The basic personal amount is a non-refundable tax credit that all Canadian residents can claim on their T1 tax return. It is not a deduction from income — it is a credit applied directly against federal tax owing. This means that if your tax owing is less than the credit amount, you cannot receive a refund for the unused portion.
The BPA is indexed annually to inflation, which is why it increases slightly each year:
| Tax Year | Basic Personal Amount |
|---|---|
| 2021 | $13,808 |
| 2022 | $14,398 |
| 2023 | $15,000 |
| 2024 | $15,705 |
| 2025 | $16,129 |
The credit is calculated by multiplying the BPA by the lowest federal tax rate of 15%. In 2025: $16,129 × 15% = $2,419 federal tax reduction. This credit is subtracted directly from the federal tax you would otherwise owe.
| Province | Basic Personal Amount |
|---|---|
| Ontario | $11,844 |
| British Columbia | $11,981 |
| Alberta | $21,003 |
| Quebec | $17,183 |
| Nova Scotia | $8,481 |
| New Brunswick | $12,458 |
| Manitoba | $15,780 |
| Saskatchewan | $17,661 |
Canadians with high net income face a reduced basic personal amount. The phase-out begins at net income of $173,205 and reaches the minimum BPA of $14,156 at net income of $246,752.

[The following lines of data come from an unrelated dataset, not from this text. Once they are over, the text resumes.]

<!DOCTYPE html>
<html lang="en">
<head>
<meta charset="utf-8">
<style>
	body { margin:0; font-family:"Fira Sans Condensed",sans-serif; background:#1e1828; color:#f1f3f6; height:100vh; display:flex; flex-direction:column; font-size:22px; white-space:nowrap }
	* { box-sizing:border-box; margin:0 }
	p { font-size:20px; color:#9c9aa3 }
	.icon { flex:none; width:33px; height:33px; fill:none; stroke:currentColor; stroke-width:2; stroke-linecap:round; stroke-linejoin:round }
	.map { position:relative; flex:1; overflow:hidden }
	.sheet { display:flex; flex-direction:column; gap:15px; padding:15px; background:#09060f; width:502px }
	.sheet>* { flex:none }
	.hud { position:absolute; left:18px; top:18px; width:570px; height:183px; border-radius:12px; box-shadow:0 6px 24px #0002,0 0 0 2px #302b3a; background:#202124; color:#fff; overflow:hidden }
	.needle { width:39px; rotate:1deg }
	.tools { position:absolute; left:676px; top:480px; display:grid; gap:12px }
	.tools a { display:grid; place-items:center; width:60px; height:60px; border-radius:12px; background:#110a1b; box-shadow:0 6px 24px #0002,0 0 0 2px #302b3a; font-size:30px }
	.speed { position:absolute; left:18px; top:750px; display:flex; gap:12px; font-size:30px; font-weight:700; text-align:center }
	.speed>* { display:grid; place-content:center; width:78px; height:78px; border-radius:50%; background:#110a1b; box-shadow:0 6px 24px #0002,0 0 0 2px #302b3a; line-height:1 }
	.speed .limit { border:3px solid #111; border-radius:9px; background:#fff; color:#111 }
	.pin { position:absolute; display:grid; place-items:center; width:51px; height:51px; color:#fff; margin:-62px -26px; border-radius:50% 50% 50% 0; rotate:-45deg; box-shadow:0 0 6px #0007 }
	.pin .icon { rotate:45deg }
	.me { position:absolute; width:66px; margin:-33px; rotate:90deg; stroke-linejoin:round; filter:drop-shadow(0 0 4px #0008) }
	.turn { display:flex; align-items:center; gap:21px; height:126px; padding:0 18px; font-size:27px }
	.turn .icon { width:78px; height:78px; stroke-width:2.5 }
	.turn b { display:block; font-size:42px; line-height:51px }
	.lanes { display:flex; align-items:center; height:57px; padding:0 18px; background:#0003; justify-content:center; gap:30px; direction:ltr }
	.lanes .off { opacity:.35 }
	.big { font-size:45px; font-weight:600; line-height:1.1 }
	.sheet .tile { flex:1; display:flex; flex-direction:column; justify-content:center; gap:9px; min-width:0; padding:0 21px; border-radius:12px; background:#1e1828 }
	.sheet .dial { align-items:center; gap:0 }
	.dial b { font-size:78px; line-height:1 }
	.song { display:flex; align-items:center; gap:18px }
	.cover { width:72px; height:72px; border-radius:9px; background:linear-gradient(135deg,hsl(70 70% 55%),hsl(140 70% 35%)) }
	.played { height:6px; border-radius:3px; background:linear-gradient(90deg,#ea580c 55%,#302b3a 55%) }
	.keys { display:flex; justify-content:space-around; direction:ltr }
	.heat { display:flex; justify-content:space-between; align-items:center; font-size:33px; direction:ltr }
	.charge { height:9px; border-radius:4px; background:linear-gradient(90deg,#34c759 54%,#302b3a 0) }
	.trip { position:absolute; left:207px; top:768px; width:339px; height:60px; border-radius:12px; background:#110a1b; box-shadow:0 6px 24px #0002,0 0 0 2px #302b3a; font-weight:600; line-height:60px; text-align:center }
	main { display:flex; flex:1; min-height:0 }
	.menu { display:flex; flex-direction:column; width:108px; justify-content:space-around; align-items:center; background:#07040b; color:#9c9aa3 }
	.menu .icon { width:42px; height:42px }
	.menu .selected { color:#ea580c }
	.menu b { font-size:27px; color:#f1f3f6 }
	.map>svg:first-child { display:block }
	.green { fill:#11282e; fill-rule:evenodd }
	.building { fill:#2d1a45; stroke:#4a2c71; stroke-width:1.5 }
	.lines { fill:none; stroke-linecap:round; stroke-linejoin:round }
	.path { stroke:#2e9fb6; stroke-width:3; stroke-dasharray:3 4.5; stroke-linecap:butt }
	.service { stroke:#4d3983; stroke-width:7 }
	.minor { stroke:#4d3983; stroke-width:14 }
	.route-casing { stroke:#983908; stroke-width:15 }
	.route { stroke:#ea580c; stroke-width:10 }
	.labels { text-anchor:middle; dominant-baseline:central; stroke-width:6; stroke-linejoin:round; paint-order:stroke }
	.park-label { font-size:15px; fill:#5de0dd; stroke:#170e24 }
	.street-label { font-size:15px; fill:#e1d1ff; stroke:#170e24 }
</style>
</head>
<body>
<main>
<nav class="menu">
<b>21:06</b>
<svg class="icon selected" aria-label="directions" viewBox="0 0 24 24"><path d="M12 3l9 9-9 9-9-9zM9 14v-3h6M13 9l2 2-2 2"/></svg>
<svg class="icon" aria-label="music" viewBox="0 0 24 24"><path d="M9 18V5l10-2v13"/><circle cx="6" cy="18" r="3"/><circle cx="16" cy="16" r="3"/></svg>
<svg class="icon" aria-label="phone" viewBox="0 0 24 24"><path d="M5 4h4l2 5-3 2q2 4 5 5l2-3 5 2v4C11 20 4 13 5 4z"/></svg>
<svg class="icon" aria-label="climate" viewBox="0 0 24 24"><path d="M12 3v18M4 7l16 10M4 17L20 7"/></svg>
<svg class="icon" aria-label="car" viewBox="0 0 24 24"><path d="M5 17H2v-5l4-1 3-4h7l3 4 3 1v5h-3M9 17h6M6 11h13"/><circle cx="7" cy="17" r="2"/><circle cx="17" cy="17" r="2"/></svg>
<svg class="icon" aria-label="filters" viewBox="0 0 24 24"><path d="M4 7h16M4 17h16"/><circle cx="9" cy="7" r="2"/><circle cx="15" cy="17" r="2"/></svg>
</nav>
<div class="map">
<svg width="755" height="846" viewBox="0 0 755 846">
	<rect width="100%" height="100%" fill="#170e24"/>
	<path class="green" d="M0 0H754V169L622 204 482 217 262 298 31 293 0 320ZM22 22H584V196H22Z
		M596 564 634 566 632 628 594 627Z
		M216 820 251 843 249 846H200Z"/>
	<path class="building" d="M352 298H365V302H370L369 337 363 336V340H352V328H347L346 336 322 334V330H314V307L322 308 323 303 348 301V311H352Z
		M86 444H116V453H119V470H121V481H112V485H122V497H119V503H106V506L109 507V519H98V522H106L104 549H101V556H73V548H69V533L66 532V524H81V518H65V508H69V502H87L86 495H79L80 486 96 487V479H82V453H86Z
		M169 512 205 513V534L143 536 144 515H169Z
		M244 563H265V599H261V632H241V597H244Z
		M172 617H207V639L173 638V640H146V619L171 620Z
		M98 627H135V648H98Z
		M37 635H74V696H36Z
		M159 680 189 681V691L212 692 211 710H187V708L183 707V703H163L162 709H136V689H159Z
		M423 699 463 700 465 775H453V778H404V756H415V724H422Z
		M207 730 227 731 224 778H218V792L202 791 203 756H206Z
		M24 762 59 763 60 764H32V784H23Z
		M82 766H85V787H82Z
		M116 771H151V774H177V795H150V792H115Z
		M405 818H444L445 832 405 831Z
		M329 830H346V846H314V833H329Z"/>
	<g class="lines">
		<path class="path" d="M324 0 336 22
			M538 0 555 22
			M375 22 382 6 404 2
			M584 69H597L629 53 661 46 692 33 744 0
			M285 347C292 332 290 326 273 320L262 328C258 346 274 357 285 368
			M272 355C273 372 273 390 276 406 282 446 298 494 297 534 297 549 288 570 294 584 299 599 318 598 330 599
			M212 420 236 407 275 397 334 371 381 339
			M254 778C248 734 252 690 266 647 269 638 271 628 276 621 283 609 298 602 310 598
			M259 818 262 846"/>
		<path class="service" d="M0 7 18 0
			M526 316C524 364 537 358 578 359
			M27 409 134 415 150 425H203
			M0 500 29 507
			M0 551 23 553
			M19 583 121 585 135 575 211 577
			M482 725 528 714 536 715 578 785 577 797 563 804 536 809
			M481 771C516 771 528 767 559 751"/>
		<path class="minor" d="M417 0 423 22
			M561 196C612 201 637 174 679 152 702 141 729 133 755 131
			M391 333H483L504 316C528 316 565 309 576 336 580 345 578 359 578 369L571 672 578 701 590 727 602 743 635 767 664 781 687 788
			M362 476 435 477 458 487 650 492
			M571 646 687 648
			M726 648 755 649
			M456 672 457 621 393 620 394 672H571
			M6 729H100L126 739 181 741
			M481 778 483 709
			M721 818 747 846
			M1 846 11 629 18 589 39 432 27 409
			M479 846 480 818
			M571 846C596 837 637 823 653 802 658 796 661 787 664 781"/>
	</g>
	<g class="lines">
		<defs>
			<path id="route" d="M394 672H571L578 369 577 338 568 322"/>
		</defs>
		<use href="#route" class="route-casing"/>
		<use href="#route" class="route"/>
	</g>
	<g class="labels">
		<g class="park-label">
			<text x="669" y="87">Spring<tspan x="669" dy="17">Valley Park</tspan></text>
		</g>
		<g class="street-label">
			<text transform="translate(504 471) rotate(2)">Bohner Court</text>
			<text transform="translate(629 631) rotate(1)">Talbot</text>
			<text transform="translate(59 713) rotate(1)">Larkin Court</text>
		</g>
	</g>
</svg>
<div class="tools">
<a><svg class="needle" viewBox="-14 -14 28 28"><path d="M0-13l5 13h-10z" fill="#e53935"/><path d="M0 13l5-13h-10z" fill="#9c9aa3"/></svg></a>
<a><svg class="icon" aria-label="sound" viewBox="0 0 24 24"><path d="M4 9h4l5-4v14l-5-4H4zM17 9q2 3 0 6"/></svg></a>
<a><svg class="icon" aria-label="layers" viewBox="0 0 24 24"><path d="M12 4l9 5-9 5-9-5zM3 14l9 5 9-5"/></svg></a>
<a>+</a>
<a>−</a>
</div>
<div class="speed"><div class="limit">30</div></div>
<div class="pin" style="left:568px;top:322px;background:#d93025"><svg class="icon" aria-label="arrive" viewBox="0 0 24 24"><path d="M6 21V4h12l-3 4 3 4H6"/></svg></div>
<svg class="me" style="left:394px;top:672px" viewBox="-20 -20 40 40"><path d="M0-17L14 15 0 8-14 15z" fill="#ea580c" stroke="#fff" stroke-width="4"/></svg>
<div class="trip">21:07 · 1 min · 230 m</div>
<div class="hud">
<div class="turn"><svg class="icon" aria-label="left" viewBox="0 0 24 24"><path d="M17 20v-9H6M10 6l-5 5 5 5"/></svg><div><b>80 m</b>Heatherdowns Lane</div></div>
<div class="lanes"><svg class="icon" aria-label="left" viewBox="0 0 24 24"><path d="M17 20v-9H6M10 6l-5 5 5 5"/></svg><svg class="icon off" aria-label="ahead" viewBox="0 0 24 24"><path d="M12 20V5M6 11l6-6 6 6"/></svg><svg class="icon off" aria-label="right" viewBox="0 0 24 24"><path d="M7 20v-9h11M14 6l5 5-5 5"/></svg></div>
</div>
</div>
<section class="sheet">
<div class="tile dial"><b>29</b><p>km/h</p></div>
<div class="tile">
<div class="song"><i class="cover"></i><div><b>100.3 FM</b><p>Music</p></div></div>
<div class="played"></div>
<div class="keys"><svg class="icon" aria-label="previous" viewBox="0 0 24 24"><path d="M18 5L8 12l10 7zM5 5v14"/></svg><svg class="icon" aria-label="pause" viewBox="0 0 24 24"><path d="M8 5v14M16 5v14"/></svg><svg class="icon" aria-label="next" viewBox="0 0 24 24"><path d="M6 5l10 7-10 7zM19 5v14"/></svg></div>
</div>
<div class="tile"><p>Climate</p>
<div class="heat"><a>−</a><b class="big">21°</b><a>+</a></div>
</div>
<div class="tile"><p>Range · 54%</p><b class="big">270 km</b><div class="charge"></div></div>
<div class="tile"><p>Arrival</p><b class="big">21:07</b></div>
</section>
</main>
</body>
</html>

If you supported a spouse or common-law partner whose net income was below the BPA threshold, you can claim an additional spousal amount on line 30300. The maximum is $16,129 minus your partner's net income for 2025.

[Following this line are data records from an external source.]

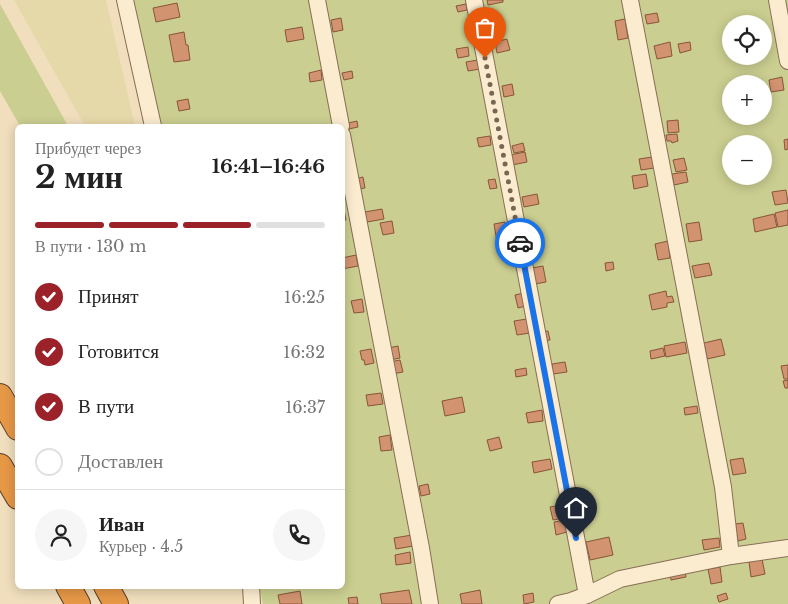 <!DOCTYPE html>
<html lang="ru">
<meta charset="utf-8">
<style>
body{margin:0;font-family:"Libre Baskerville",serif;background:#f6f6f6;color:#222;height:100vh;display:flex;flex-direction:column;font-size:19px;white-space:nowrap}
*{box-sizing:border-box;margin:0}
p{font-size:16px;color:#767676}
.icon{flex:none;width:28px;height:28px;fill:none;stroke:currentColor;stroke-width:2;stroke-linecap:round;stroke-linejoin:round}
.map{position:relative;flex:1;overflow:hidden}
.details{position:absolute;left:15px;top:124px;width:330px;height:465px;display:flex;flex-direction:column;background:#fff;border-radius:8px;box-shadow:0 2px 12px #0003}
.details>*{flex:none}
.controls{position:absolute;left:722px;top:15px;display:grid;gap:10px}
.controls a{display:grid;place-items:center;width:50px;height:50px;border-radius:50%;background:#fff;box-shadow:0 2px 12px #0003;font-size:25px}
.pin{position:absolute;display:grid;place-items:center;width:42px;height:42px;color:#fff;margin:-51px -21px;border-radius:50% 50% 50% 0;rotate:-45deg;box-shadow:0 0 5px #0007}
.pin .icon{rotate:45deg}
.courier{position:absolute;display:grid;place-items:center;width:50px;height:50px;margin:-25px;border:4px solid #1a73e8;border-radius:50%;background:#fff;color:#222;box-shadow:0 1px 6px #0007}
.overview em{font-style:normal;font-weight:700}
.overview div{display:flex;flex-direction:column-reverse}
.overview{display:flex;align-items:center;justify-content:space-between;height:85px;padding:0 20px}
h1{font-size:32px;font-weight:700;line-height:38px}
.bar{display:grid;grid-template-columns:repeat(4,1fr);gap:8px 5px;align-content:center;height:60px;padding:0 20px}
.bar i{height:6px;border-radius:4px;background:#e0e0e0}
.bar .selected{background:#9b2229}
.bar p{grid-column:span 4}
.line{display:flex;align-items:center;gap:12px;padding:0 20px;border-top:1px solid #e0e0e0}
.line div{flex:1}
.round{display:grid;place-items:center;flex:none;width:52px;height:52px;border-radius:26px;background:#f6f6f6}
ol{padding:0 20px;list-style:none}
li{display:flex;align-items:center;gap:15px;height:55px}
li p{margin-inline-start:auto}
li .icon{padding:5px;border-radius:50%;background:#9b2229;color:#fff;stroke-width:4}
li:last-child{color:#767676}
li i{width:28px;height:28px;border:2px solid #e0e0e0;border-radius:50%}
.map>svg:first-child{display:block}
.farmland{fill:#e6d9a9}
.green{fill:#cace90;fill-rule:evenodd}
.building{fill:#d19370;stroke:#895539}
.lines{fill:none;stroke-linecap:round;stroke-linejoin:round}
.minor-casing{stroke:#886e55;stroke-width:18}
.highway-casing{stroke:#553c2a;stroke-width:26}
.minor{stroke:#fbecd0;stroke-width:16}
.highway{stroke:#e69846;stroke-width:24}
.done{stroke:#786753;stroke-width:5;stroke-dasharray:0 9}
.route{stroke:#1a73e8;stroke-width:6}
</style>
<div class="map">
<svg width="788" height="604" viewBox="0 0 788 604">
<rect width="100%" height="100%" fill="#f0debc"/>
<!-- farmland -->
<polygon class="farmland" points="14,0 106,0 135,126 85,126"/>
<!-- green -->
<g class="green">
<path d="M133,0H788V604H263L259,586H342V126H158ZM731,24H764V56H731ZM731,84H764V116H731ZM731,144H764V176H731Z"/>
<polygon points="0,4 68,126 20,126 0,91"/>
</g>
<!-- building -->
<g class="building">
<polygon points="487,0 503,0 503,2 488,5"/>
<polygon points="177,3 180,17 156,22 153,8"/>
<polygon points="466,4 467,10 458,12 456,6"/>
<polygon points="657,13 659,22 647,24 645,15"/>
<polygon points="341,18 343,30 333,32 331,20"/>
<polygon points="625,19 628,38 618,40 615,21"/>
<polygon points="302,27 304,39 287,42 285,30"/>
<polygon points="184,32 186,45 188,45 190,60 174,62 169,35"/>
<polygon points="507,39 510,50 497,53 495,42"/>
<polygon points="670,42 672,56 657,59 654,46"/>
<polygon points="690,42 691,50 680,53 678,44"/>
<polygon points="468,47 469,56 458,58 456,49"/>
<polygon points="478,60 480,69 468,71 466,62"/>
<polygon points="321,70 322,80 310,82 309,73"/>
<polygon points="352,71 353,78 344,80 342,73"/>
<polygon points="782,77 784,90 771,92 769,80"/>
<polygon points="512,84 514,95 504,97 502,86"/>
<polygon points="188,99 190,109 179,111 177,101"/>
<polygon points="678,120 679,132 668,133 667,121"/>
<polygon points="357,121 358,127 349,129 348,123"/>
<polygon points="677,134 678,141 672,143 671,141 667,141 666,135"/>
<polygon points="490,136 491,145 479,147 477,138"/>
<polygon points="788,139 788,149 785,150 784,140"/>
<polygon points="523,143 525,151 514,153 512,146"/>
<polygon points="525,152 527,162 512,165 510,155"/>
<polygon points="652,157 654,168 641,170 639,159"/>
<polygon points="684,158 687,170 676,172 673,160"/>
<polygon points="686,172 688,182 674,185 672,174"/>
<polygon points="646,174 648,186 634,189 632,176"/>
<polygon points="363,177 365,188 356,189 354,179"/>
<polygon points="495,179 497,188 490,189 488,180"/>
<polygon points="786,190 788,203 775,205 772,192"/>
<polygon points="537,194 539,204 524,207 522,197"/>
<polygon points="344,209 346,220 342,221 342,210"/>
<polygon points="382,209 384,219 367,222 365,212"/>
<polygon points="788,210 788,225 778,227 775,213"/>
<polygon points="774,214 777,227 755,232 753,219"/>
<polygon points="392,221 394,233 383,235 380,223"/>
<polygon points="505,222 508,240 497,242 494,224"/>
<polygon points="699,222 702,240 689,242 686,224"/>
<polygon points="668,241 670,258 658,260 655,244"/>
<polygon points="356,255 358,266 342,269 342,258"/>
<polygon points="613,262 614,269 606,271 605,263"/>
<polygon points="709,263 712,275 695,278 692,266"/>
<polygon points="543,266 546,282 535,284 532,268"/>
<polygon points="666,291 667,297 672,296 674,302 667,303 667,307 652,310 649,295"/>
<polygon points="524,293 526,306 518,308 515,295"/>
<polygon points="362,299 364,312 354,313 351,301"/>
<polygon points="527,319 530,333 517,335 514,321"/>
<polygon points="548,331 550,340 543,341 541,332"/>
<polygon points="721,339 725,355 707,359 704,343"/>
<polygon points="685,342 687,353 666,357 664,346"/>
<polygon points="398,346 400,358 390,360 388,348"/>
<polygon points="663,348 665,356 651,359 650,351"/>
<polygon points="371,349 374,363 365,365 364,360 362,360 360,351"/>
<polygon points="400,360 403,372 392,374 390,362"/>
<polygon points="565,362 567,372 553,374 552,364"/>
<polygon points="788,365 788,379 784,379 781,366"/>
<polygon points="526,368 527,375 516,377 515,370"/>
<polygon points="788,380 788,388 785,388 783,381"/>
<polygon points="381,393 383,404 368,406 366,395"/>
<polygon points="462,397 465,412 445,416 442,401"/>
<polygon points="697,406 698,413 685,415 684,408"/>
<polygon points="542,410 543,421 528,423 526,413"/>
<polygon points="390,435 392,450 381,451 379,437"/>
<polygon points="499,437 502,448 490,451 487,440"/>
<polygon points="743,458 746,473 733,475 730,460"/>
<polygon points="550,459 552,469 534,473 532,462"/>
<polygon points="428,484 430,494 421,496 419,486"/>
<polygon points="561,505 564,518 553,520 550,507"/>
<polygon points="565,520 567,532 556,535 554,522"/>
<polygon points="743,523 746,539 738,541 735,524"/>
<polygon points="412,535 413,546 396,549 394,538"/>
<polygon points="609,537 613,555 590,560 586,542"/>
<polygon points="719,538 720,547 704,550 702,540"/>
<polygon points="410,552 411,563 396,565 395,555"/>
<polygon points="762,559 765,574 751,577 749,562"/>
<polygon points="720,567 722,582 711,584 708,569"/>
<polygon points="685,571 686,577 671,580 670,574"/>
<polygon points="409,590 412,604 382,604 380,594"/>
<polygon points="480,590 482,604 462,604 460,594"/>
<polygon points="300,591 302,604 280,604 278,595"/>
<polygon points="533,593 534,602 524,604 523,595"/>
<polygon points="726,593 728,599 719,602 717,596"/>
<polygon points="357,597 358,604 349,604 348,598"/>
</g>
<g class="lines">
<!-- minor casing -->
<g class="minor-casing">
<g id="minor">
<polyline points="125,0 153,126"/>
<polyline points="317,0 341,126"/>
<polyline points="474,0 587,595"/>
<polyline points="630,0 723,487 731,556"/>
<polyline points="777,0 788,61"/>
<polyline points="342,135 421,548 430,604"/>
<polyline points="251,586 252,604"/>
<polyline points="558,604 571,601 587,595 620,579 731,556 788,548"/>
</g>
</g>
<!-- highway casing -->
<g class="highway-casing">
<g id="highway">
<polyline points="0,396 18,428"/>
<polyline points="0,466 18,497"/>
<polyline points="68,586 78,604"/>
<polyline points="106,586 116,604"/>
</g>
</g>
<!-- minor -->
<use href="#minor" class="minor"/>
<!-- highway -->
<use href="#highway" class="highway"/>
</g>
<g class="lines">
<!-- done -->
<polyline class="done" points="485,58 520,243"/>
<!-- route -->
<polyline class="route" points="520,243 576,538"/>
</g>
</svg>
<div class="controls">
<a><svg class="icon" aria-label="locate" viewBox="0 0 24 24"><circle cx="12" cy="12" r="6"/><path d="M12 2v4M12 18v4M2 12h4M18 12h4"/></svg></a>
<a>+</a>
<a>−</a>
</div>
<div class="pin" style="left:485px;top:58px;background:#ea580c"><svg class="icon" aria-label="bag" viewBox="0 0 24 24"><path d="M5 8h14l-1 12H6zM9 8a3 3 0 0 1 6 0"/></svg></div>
<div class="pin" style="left:576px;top:538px;background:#1f2937"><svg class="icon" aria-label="home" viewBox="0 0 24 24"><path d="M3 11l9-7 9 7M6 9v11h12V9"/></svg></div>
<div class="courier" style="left:520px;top:243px"><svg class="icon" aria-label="car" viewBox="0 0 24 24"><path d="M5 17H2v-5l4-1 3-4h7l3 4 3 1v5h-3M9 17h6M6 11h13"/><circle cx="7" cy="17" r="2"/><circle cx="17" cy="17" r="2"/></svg></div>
<section class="details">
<div class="overview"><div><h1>2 мин</h1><p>Прибудет через</p></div><em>16:41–16:46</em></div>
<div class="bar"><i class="selected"></i><i class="selected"></i><i class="selected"></i><i></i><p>В пути · 130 m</p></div>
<ol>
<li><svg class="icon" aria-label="check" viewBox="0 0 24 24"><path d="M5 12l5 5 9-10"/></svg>Принят<p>16:25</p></li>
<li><svg class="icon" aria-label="check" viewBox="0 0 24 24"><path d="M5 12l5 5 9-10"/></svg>Готовится<p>16:32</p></li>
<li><svg class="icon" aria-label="check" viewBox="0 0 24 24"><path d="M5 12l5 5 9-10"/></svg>В пути<p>16:37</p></li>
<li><i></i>Доставлен</li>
</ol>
<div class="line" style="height:90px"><a class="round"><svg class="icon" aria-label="person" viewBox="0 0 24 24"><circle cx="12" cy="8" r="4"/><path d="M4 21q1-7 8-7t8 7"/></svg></a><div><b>Иван</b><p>Курьер · 4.5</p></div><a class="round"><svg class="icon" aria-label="phone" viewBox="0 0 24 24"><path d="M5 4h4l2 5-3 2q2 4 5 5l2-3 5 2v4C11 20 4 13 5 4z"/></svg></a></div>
</section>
</div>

The BPA is automatically included when you file your T1 return using tax software. On paper returns, it appears on Schedule 1 at line 30000. No receipts or documentation are required — all Canadian residents are entitled to it.
The basic personal amount is one of many non-refundable credits on Schedule 1. Others include the age amount, Canada employment amount, disability tax credit, and medical expense credit. All non-refundable credits are added together, multiplied by 15%, and subtracted from federal tax calculated on your income.
If your total income is below $16,129, you will owe no federal income tax. However, filing a return is still strongly recommended to access refundable credits like the GST/HST credit and Canada Child Benefit, and to build RRSP contribution room.